*Given data*

╔══

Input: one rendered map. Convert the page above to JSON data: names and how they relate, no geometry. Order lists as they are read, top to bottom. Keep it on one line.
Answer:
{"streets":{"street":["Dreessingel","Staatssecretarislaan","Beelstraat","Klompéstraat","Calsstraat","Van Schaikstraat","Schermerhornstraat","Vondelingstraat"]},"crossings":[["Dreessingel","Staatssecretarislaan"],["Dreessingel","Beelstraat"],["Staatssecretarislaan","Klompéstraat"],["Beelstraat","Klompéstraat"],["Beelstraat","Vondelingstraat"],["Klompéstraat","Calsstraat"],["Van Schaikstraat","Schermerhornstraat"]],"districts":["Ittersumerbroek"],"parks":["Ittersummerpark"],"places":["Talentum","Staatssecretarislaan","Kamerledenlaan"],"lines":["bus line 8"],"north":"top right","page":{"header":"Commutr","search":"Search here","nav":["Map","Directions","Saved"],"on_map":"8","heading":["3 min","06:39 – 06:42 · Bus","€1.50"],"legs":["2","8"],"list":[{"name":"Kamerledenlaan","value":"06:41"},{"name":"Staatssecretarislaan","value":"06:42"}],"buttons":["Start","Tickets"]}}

╚══

*Work instruction*
Every line above should be output exactly as it stands.

*Solution to this exercise*
Input: one rendered map. Convert the page above to JSON data: names and how they relate, no geometry. Order lists as they are read, top to bottom. Keep it on one line.
Answer:
{"streets":{"street":["Dreessingel","Staatssecretarislaan","Beelstraat","Klompéstraat","Calsstraat","Van Schaikstraat","Schermerhornstraat","Vondelingstraat"]},"crossings":[["Dreessingel","Staatssecretarislaan"],["Dreessingel","Beelstraat"],["Staatssecretarislaan","Klompéstraat"],["Beelstraat","Klompéstraat"],["Beelstraat","Vondelingstraat"],["Klompéstraat","Calsstraat"],["Van Schaikstraat","Schermerhornstraat"]],"districts":["Ittersumerbroek"],"parks":["Ittersummerpark"],"places":["Talentum","Staatssecretarislaan","Kamerledenlaan"],"lines":["bus line 8"],"north":"top right","page":{"header":"Commutr","search":"Search here","nav":["Map","Directions","Saved"],"on_map":"8","heading":["3 min","06:39 – 06:42 · Bus","€1.50"],"legs":["2","8"],"list":[{"name":"Kamerledenlaan","value":"06:41"},{"name":"Staatssecretarislaan","value":"06:42"}],"buttons":["Start","Tickets"]}}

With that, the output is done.